Malgré des investissements de départ très importants, le prix de l'électricité d'origine nucléaire121(*) est, pour un fonctionnement en base (plus de 5 000 heures de fonctionnement par an), le plus faible de toutes les techniques actuellement disponibles, ainsi qu'en témoigne l'étude réalisée en 2003 par le ministère chargé de l'énergie sur les coûts de référence de la production électrique122(*). Par rapport aux technologies concurrentes pour assurer la fourniture d'électricité en base (gaz et charbon), les coûts de production du nucléaire sont largement indépendants des variations du prix du combustible primaire. Ainsi, alors que le prix de l'électricité nucléaire sera peu affecté par un renchérissement, même important, de l'uranium, une centrale à gaz, pour laquelle l'achat du combustible représente 70 % des coûts de production, verra sa rentabilité fortement affectée par une croissance, même modeste, des cours des hydrocarbures123(*). A titre d'illustration, le ministère de l'industrie souligne que l'électricité d'origine nucléaire fait réaliser à notre pays une économie annuelle de 10 milliards d'euros124(*).

Enfin, au regard de la nécessité de réduire les émissions de CO2, le choix du nucléaire se justifie. A l'heure actuelle, la France est, en Europe et parmi les pays de l'OCDE, le pays qui émet le moins de CO2 par habitant et, comme le montre le tableau ci-après, cette situation résulte exclusivement de son option électrique puisque, s'agissant des autres sources d'émissions, le pays est très comparable à ses voisins.

Grâce à l'énergie nucléaire125(*), c'est donc l'émission dans l'atmosphère de 41 millions de tonnes de carbone, soit 151 millions de tonnes de CO2126(*), qui est évitée chaque année.
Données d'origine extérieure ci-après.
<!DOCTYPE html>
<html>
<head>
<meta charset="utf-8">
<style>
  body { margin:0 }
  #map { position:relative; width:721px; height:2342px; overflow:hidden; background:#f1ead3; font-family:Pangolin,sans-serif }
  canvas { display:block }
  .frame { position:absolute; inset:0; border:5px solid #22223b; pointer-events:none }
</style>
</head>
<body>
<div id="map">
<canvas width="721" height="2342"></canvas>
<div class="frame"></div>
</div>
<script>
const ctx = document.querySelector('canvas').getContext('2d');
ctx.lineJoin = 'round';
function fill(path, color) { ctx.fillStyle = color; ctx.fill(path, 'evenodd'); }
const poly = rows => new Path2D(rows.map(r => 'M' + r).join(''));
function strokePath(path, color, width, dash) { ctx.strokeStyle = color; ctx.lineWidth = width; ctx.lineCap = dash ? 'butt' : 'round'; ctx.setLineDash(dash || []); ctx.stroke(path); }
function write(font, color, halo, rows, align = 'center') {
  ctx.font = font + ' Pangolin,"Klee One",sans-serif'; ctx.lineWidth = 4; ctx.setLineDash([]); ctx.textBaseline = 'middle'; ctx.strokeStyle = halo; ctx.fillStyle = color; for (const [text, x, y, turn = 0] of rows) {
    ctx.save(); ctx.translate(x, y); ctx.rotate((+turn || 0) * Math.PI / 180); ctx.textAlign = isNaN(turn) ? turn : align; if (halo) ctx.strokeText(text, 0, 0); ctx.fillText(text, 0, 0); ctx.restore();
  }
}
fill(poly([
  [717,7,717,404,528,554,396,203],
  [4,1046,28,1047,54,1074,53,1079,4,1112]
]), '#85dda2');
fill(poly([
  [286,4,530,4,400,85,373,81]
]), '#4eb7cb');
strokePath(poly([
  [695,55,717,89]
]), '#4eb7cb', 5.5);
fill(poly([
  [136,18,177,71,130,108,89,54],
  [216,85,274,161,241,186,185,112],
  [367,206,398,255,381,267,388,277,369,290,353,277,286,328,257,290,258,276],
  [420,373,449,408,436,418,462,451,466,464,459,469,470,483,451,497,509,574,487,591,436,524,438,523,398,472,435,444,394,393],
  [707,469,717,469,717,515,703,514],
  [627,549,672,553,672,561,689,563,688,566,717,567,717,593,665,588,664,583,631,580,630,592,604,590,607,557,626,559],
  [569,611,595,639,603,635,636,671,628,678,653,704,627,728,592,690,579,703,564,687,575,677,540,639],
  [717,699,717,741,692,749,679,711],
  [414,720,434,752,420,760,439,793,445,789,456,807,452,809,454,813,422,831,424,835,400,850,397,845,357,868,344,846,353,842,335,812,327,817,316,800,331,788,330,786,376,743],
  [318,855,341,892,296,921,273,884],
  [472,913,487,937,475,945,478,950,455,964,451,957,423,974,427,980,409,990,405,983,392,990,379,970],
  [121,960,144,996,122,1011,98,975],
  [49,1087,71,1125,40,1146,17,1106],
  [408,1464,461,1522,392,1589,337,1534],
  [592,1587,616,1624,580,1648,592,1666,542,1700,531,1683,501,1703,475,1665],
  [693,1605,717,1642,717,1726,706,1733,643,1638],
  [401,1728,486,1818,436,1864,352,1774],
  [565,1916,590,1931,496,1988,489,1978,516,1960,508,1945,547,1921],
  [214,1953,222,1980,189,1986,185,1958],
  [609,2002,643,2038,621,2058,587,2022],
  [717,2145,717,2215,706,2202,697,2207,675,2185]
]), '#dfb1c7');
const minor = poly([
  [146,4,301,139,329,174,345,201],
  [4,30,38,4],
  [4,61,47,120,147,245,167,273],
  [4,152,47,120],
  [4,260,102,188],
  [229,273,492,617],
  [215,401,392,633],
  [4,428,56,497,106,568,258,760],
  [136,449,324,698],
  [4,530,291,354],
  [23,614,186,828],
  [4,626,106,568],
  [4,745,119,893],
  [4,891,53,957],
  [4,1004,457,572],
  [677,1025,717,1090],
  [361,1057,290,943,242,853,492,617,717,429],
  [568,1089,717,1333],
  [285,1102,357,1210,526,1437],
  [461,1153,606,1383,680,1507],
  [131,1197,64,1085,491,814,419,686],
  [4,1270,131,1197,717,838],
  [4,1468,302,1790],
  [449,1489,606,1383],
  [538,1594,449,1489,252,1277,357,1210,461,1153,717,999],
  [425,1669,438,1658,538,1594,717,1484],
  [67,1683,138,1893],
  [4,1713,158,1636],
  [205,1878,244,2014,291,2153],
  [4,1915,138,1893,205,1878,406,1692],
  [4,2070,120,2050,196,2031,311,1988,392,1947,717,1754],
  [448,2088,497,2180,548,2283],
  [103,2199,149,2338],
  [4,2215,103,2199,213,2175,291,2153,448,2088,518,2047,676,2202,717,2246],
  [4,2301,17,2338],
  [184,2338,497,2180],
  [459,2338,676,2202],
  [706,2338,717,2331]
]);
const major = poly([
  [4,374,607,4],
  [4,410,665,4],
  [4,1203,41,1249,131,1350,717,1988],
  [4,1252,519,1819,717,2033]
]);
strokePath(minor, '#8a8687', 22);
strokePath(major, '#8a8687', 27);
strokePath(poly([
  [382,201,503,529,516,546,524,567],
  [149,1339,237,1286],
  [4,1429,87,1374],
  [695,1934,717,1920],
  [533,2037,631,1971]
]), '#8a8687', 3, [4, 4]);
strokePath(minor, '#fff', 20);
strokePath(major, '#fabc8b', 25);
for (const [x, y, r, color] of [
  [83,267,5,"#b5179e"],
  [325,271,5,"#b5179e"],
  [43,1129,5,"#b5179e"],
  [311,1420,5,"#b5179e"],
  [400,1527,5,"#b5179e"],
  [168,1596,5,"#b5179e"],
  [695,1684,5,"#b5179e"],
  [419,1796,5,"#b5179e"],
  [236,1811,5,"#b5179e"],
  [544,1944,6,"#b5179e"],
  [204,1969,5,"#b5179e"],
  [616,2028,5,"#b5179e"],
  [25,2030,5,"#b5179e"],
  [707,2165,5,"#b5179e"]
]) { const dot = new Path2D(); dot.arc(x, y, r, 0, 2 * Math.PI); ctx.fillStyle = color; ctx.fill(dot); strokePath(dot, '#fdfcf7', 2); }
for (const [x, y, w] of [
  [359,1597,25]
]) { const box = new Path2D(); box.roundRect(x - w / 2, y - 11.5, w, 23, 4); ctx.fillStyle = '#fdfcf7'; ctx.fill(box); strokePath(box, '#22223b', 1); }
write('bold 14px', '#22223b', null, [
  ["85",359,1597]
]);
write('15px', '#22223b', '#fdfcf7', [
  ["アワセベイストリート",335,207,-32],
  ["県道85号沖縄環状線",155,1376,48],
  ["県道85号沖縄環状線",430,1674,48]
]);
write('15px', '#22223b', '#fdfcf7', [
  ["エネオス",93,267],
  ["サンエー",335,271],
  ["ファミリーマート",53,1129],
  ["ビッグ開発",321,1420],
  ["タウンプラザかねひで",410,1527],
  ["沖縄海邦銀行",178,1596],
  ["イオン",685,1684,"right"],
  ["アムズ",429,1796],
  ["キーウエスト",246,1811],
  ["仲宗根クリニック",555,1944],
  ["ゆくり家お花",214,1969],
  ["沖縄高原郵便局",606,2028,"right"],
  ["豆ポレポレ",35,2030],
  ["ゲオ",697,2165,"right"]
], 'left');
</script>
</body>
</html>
Une étude commandée par la Commission européenne, qui lui a été remise en juillet 1999127(*), démontrait déjà que le respect des engagements de Kyoto serait quasiment impossible à obtenir dans le cas où la part du nucléaire dans le bouquet énergétique européen ne serait pas au moins maintenue à l'horizon 2025.

Emissions de CO2/Habitant
(Années 2000-2001)

 

Tonnes CO2/ habitant

Tonnes CO2/habitant liées
à la production électrique

Solde

France

6,5

0,44

6,06

Allemagne

10,3

3,67

6,63

Royaume-Uni

9,1

2,79

6,31

Italie

7,7

2,28

5,42

UE à 25

8,5

-

-

USA

20,4

7,94

12,46

Source : Ministère de l'environnement et
Centre interprofessionnel technique d'études de la pollution atmosphérique (CITEPA)
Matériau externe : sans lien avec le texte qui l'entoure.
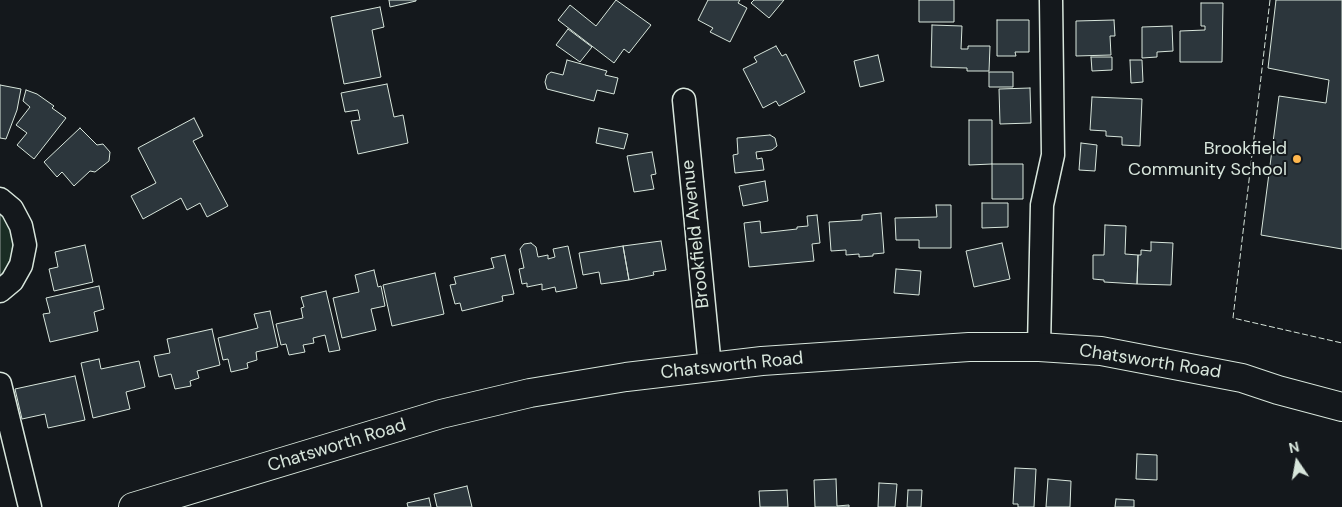 <!DOCTYPE html>
<style>
body{margin:0}
#map{position:relative;width:1342px;height:507px;overflow:hidden;background:#14181c;font-family:"DM Sans",sans-serif}
canvas{display:block}
.north{position:absolute;left:1272px;top:437px;width:50px;height:50px;-webkit-text-stroke:4px #14181c;paint-order:stroke;rotate:348deg;font-size:14px;font-weight:700;line-height:20px;text-align:center;color:#d8e6dc}
.north::after{content:'';display:block;margin:auto;width:18px;height:22px;background:#d8e6dc;clip-path:polygon(50% 0,100% 100%,50% 72%,0 100%)}
</style>
<div id="map">
<canvas width="1342" height="507"></canvas>
<div class="north">N</div>
</div>
<script>
const g = document.querySelector('canvas').getContext('2d');
g.lineJoin = 'round';
function paint(path, color) { g.fillStyle = color; g.fill(path, 'evenodd'); }
const shape = rows => new Path2D(rows.map(r => 'M' + r).join(''));
function trace(path, color, width, dash) { g.strokeStyle = color; g.lineWidth = width; g.lineCap = dash ? 'butt' : 'round'; g.setLineDash(dash || []); g.stroke(path); }
function label(font, color, halo, rows, align = 'center') {
  g.font = font + ' "DM Sans",sans-serif'; g.lineWidth = 4; g.setLineDash([]); g.textBaseline = 'middle'; g.strokeStyle = halo; g.fillStyle = color; for (const [text, x, y, turn = 0] of rows) {
    g.save(); g.translate(x, y); g.rotate((+turn || 0) * Math.PI / 180); g.textAlign = isNaN(turn) ? turn : align; if (halo) g.strokeText(text, 0, 0); g.fillText(text, 0, 0); g.restore();
  }
}
const green = shape([
 [0,213,9,225,13,240,12,255,6,269,0,276,0,213]
]);
paint(green, '#1a2d24');
trace(green, '#939e99', 1);
const building = shape([
 [389,0,416,0,416,1,390,7,389,0],
 [616,0,651,25,629,53,624,49,614,63,558,20,570,5,596,26,616,0],
 [708,0,740,0,738,3,747,8,730,42,710,32,713,28,698,20,708,0],
 [754,0,784,0,769,18,751,3,754,0],
 [919,0,954,0,954,22,919,22,919,0],
 [1276,0,1342,0,1342,249,1261,235,1279,96,1326,103,1329,80,1268,68,1276,0],
 [1201,3,1223,3,1222,62,1180,62,1180,31,1205,30,1205,26,1201,26,1201,3],
 [380,7,384,27,372,30,381,77,344,84,331,17,380,7],
 [997,20,1029,20,1029,52,1015,52,1016,56,997,56,997,20],
 [1114,20,1115,36,1110,36,1111,55,1076,56,1076,21,1114,20],
 [932,25,962,26,961,49,968,49,968,46,990,46,989,71,967,71,967,68,931,67,932,25],
 [1172,26,1173,51,1157,52,1157,57,1142,58,1142,27,1172,26],
 [568,29,592,47,580,62,556,45,568,29],
 [776,46,782,56,786,54,805,92,779,106,776,101,763,108,743,69,757,62,754,57,776,46],
 [878,55,884,81,860,87,854,61,878,55],
 [1091,57,1112,57,1112,70,1092,71,1091,57],
 [567,60,607,71,605,75,618,78,614,94,597,90,594,101,547,89,545,82,547,75,551,72,563,75,567,60],
 [1130,60,1142,60,1143,82,1131,83,1130,60],
 [989,72,1013,72,1013,87,989,87,989,72],
 [387,84,394,117,403,115,408,143,358,154,351,121,360,120,358,110,345,112,341,93,387,84],
 [0,85,21,89,17,110,6,139,0,138,0,85],
 [1030,88,1031,123,1000,124,999,89,1030,88],
 [26,90,37,94,54,106,52,108,66,118,34,159,17,145,27,133,16,125,30,107,23,101,26,90],
 [1092,97,1142,99,1140,146,1122,145,1122,137,1106,136,1106,131,1090,130,1092,97],
 [194,118,203,136,193,141,228,206,207,217,200,203,187,210,181,198,143,219,131,196,156,183,138,148,194,118],
 [969,120,992,120,992,164,969,165,969,120],
 [80,128,97,145,103,144,110,152,109,161,95,172,90,171,74,186,62,172,57,177,44,162,80,128],
 [599,128,628,134,624,149,596,143,599,128],
 [770,135,775,138,777,146,772,150,756,152,757,159,762,158,764,170,735,173,733,155,738,154,737,138,770,135],
 [1081,143,1097,145,1095,171,1079,170,1081,143],
 [652,152,656,174,651,175,654,189,634,192,627,156,652,152],
 [992,164,1023,164,1023,199,992,199,992,164],
 [765,181,768,201,743,206,739,186,765,181],
 [982,203,1008,203,1008,227,982,228,982,203],
 [936,205,951,205,951,248,919,248,919,240,896,240,895,218,937,217,936,205],
 [881,213,884,253,873,254,873,256,859,257,859,254,846,255,846,250,831,251,829,222,862,220,862,215,881,213],
 [817,215,820,243,812,244,814,261,749,267,744,223,760,221,761,233,797,229,797,227,808,226,807,216,817,215],
 [1105,225,1126,226,1125,254,1138,255,1137,284,1104,282,1104,280,1093,279,1093,255,1104,255,1105,225],
 [661,241,666,270,653,272,654,275,629,280,623,246,661,241],
 [1151,242,1173,243,1171,285,1137,284,1138,255,1141,255,1141,250,1151,251,1151,242],
 [531,243,536,247,538,257,548,255,548,259,555,257,553,249,568,246,577,288,556,292,555,287,542,290,542,284,527,287,527,283,522,284,519,269,524,268,520,249,524,244,531,243],
 [1002,243,1010,279,974,287,966,251,1002,243],
 [85,245,93,282,54,291,49,269,58,267,55,252,85,245],
 [623,246,629,280,601,284,599,272,583,275,579,253,623,246],
 [505,255,514,294,502,296,503,301,462,311,460,303,455,304,450,285,456,284,454,277,494,268,491,258,505,255],
 [896,269,921,271,919,295,894,293,896,269],
 [374,270,378,287,381,286,385,306,371,309,376,330,342,338,333,298,359,292,355,275,374,270],
 [435,273,444,314,392,326,383,285,435,273],
 [99,286,104,309,94,312,98,331,50,342,43,314,50,313,46,298,99,286],
 [326,291,340,350,329,352,325,335,313,338,314,343,303,345,305,352,289,355,286,344,281,345,276,324,303,318,301,308,304,307,301,297,326,291],
 [270,311,278,347,256,352,257,360,247,363,248,368,231,372,228,359,223,360,218,338,258,328,254,314,270,311],
 [212,329,220,365,197,371,199,378,190,381,191,386,175,389,171,374,159,377,154,356,170,353,167,339,212,329],
 [99,359,101,369,139,361,145,387,126,392,130,409,93,418,81,363,99,359],
 [75,376,85,420,48,428,45,414,22,419,15,389,75,376],
 [1137,454,1157,455,1157,480,1136,479,1137,454],
 [1015,468,1036,469,1034,507,1018,507,1018,504,1013,504,1015,468],
 [836,479,837,506,849,505,849,507,815,507,814,480,836,479],
 [1048,479,1071,481,1070,507,1046,507,1048,479],
 [879,483,897,484,895,507,878,507,879,483],
 [467,486,472,507,437,507,434,494,467,486],
 [787,490,788,507,760,507,759,491,787,490],
 [908,490,922,490,921,507,907,507,908,490],
 [429,498,431,507,408,507,407,503,429,498],
 [1116,499,1134,500,1134,507,1115,507,1116,499]
]);
paint(building, '#2c363c');
trace(building, '#d8e6dc', 1);
const minor = shape([
 [684,100,710,367],
 [0,199,12,209,21,226,25,245,21,265,12,281,0,291],
 [1039,347,1042,205,1053,155,1051,0],
 [0,384,30,507]
]);
const trunk = shape([
 [133,507,441,414,530,393,626,377,762,361,969,347,1039,347,1101,351,1242,378,1278,390,1342,407]
]);
trace(minor, '#d8e6dc', 25);
trace(trunk, '#d8e6dc', 30);
trace(minor, '#14181c', 22);
trace(trunk, '#14181c', 28);
trace(shape([
 [1270,0,1233,318,1342,343]
]), '#d8e6dc', 1, [6, 2.5]);
for (const [x, y, r, color] of [
 [1297,159,5,"#ffb74d"]
]) { const dot = new Path2D(); dot.arc(x, y, r, 0, 2 * Math.PI); g.fillStyle = color; g.fill(dot); trace(dot, '#14181c', 2); }
label('18px', '#d8e6dc', '#14181c', [
 ["Brookfield",1287,149],
 ["Community School",1287,170]
], 'right');
label('18px', '#d8e6dc', '#14181c', [
 ["Brookfield Avenue",696,234,-96],
 ["Chatsworth Road",1150,362,9],
 ["Chatsworth Road",732,366,-6],
 ["Chatsworth Road",337,446,-17]
]);
</script>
* 119 En termes de puissance installée.

* 120 Contrairement à une idée reçue selon laquelle le parc nucléaire aurait été construit avec l'aide de l'Etat, il convient de rappeler qu'EDF n'a reçu aucune dotation en capital de la part de l'Etat au cours des vingt dernières années.

* 121 Ces coûts tiennent naturellement compte du coût de démantèlement des centrales et de gestion des déchets, comme l'a démontré du reste le rapport public particulier de la Cour des comptes paru en janvier 2005.

* 122 Les coûts de référence de la production électrique - DGEMP - Décembre 2003. Une nouvelle analyse des coûts de référence est en cours d'élaboration.

* 123 La montée des prix du pétrole se répercute, avec un décalage de six mois, sur le coût du gaz naturel en raison du caractère substituable de ces deux énergies et de l'indexation des contrats d'approvisionnement gazier sur le prix du baril de pétrole.

* 124 Dans le cas où la totalité de l'électricité nucléaire serait remplacée par de la production au gaz, sur la base de coûts de production de 30 euros du MWh pour le nucléaire et de 50 euros pour le gaz.

* 125 Egalement dans l'hypothèse d'une substitution nucléaire/gaz.

* 126 Une tonne de carbone = 44/12 tonnes de CO2.

* 127 Dilemma Study : Study of the Contribution of Nuclear Power to the Reduction of Carbon Dioxide Emissions from Electricity Generation - Environmental Resources Management Limited (ERM Energy) - Commission Européenne - Bruxelles - 1999.